Saved entries
BEGIN

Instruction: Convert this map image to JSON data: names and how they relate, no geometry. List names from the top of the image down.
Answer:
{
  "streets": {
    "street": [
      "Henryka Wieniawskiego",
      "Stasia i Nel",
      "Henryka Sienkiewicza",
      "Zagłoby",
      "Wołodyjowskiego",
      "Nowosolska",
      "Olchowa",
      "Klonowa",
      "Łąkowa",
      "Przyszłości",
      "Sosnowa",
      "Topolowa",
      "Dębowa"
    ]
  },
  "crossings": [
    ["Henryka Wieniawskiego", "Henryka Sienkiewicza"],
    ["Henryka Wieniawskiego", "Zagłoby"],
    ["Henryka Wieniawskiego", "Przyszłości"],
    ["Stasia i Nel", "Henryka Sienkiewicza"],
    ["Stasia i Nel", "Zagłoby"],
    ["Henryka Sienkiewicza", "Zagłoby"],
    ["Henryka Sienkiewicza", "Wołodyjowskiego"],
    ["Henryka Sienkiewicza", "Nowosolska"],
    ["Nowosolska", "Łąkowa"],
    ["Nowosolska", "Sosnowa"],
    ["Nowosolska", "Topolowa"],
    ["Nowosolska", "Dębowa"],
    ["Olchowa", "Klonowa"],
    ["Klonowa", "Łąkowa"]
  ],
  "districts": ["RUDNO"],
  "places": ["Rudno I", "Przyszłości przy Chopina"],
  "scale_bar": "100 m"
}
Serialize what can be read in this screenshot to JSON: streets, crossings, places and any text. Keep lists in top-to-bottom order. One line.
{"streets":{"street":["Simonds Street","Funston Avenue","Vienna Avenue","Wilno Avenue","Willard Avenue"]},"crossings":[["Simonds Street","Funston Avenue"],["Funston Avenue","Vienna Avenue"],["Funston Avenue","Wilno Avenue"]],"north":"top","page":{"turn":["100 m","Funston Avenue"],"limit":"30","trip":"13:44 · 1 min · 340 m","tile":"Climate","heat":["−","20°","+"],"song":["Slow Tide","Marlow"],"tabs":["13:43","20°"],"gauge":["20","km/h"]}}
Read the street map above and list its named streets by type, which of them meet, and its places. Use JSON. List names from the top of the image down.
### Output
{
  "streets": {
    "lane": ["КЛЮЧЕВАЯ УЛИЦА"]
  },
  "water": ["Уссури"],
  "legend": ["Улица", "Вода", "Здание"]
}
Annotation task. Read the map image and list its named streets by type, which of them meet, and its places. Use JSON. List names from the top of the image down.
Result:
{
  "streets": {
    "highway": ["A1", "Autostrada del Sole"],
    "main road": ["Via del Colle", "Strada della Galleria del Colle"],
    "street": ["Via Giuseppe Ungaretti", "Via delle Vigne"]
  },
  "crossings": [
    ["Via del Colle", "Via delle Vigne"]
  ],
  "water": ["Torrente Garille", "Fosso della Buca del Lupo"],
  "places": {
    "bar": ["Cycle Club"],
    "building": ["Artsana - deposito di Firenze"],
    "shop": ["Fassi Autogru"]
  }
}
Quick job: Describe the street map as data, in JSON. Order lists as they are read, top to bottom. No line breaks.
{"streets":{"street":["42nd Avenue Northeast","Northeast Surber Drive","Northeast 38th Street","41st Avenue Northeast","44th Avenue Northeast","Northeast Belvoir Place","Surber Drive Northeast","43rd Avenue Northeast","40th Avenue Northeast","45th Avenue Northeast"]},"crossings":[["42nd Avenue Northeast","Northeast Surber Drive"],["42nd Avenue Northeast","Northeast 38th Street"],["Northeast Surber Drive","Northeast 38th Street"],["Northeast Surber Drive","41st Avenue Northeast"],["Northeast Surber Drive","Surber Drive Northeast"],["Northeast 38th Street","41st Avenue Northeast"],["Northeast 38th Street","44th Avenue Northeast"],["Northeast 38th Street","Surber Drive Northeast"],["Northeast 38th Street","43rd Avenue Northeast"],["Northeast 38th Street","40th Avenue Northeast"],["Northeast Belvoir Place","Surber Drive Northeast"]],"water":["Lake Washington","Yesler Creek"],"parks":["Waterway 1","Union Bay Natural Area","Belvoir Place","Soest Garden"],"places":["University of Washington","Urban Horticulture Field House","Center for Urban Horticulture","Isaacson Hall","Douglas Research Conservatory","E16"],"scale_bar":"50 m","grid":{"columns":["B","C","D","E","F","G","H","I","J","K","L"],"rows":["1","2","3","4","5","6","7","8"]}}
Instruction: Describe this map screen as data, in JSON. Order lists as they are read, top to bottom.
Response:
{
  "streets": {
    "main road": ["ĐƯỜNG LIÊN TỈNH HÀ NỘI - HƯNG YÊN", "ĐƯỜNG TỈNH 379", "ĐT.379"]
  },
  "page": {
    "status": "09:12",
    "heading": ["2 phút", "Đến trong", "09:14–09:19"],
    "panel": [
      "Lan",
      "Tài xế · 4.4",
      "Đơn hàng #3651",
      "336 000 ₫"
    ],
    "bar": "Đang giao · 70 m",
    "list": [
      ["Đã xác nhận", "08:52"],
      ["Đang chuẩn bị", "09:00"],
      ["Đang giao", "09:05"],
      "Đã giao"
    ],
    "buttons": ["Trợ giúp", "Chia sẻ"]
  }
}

END

## Problem description
Bring together every line in the entries that holds the string "type".

## Answer box
Read the street map above and list its named streets by type, which of them meet, and its places. Use JSON. List names from the top of the image down.
Annotation task. Read the map image and list its named streets by type, which of them meet, and its places. Use JSON. List names from the top of the image down.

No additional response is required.